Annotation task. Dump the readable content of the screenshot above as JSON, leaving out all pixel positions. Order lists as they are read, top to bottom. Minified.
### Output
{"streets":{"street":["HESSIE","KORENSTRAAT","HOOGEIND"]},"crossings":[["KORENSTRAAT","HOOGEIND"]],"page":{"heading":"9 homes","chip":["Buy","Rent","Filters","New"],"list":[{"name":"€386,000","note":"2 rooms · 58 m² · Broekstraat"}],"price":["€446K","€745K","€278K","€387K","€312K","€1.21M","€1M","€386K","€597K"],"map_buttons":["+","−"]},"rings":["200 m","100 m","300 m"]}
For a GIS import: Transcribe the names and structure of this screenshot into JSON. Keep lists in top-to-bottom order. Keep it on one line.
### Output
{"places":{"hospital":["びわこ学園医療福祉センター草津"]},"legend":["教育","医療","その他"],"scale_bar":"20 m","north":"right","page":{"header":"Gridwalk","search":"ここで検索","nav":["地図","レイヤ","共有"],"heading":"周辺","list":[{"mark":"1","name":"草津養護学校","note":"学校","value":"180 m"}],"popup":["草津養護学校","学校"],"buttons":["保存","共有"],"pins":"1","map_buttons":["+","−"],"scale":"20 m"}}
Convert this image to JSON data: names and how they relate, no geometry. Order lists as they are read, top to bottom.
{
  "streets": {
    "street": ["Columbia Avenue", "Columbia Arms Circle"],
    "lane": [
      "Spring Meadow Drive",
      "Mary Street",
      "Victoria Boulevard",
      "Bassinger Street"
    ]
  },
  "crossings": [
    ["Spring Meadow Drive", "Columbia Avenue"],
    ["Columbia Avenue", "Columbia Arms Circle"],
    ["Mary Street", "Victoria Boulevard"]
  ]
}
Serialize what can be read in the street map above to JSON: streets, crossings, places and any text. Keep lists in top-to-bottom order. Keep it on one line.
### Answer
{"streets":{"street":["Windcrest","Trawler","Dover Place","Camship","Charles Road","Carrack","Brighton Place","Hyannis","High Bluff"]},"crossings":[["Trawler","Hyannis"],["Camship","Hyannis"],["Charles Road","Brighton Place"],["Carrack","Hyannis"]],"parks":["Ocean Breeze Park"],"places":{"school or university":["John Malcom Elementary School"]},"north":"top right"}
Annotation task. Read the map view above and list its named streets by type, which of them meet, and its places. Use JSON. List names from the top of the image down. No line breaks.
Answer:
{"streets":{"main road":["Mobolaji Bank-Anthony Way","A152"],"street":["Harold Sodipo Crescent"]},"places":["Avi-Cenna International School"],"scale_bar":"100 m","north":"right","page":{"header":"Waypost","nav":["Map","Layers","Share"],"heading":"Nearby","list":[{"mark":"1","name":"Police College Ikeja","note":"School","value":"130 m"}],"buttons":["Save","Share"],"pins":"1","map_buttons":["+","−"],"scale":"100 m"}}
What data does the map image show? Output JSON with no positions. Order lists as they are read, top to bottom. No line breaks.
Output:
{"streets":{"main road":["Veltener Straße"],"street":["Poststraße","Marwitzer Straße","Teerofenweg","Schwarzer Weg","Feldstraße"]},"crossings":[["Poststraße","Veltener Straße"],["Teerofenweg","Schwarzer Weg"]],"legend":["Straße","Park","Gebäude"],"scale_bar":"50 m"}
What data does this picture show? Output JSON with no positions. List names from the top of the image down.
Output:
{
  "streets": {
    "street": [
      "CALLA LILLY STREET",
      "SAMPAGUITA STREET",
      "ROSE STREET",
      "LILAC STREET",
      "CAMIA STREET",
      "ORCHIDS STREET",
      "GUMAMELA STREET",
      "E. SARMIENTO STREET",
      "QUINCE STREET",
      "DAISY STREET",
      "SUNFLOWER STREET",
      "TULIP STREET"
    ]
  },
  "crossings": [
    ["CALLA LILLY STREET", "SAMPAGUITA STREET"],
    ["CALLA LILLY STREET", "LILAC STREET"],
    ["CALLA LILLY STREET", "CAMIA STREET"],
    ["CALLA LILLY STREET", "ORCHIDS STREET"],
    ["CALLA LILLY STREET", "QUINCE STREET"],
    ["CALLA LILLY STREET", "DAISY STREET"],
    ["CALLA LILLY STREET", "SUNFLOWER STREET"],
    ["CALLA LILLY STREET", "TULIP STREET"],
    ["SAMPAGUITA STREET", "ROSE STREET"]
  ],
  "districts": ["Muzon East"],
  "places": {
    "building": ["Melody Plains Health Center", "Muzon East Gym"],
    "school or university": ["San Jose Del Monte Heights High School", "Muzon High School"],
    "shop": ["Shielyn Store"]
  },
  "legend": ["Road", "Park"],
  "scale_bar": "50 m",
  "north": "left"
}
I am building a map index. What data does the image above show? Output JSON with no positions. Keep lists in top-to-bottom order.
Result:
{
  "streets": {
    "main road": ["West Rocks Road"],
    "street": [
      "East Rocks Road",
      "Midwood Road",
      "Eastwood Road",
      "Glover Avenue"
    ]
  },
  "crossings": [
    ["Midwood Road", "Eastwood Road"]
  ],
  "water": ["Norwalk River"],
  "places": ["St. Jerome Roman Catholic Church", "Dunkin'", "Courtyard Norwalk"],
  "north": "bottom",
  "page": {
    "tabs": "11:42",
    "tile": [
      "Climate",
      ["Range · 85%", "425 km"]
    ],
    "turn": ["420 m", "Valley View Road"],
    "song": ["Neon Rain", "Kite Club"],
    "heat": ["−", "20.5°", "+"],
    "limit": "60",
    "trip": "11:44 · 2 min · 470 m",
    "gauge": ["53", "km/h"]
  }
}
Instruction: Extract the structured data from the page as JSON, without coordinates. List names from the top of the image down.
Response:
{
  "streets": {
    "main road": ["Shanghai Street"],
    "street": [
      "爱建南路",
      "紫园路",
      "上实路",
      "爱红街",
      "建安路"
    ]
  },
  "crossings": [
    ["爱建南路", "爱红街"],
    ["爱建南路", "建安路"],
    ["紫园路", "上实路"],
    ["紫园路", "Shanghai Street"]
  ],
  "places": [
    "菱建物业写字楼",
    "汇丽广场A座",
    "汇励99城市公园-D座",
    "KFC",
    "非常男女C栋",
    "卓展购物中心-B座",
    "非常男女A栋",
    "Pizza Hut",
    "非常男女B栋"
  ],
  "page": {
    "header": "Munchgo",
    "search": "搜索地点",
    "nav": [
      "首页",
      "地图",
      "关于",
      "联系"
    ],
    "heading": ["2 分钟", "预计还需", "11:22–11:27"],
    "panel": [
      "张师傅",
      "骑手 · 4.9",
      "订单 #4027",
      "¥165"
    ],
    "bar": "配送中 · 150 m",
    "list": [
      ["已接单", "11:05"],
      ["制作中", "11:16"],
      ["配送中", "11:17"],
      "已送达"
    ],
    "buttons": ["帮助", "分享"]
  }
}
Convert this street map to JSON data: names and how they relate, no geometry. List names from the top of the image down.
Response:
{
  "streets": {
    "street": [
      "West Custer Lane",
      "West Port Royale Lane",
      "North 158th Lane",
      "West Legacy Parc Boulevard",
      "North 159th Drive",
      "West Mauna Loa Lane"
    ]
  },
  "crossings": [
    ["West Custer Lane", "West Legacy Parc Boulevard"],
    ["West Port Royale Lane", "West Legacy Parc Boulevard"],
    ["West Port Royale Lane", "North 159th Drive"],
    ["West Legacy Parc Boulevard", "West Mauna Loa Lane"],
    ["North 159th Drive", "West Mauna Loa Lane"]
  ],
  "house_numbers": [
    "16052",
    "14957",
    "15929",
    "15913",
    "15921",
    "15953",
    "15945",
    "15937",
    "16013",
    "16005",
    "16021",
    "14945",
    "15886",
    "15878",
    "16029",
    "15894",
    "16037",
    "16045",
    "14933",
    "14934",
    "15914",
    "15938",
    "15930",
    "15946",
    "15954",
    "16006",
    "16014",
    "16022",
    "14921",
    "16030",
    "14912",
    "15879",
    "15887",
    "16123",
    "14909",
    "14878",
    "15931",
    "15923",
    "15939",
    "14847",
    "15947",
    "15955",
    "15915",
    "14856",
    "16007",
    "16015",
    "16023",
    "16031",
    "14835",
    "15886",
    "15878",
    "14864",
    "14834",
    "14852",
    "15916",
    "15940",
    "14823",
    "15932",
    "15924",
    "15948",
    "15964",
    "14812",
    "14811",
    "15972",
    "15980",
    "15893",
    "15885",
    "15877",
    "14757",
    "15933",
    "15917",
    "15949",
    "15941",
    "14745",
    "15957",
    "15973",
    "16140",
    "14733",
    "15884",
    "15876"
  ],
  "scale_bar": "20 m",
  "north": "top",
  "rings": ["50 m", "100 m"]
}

===============

To do: Whenever a line of the data contains "breaks", it counts; state how many such lines there are, with nothing added.

Result of the exercise: 2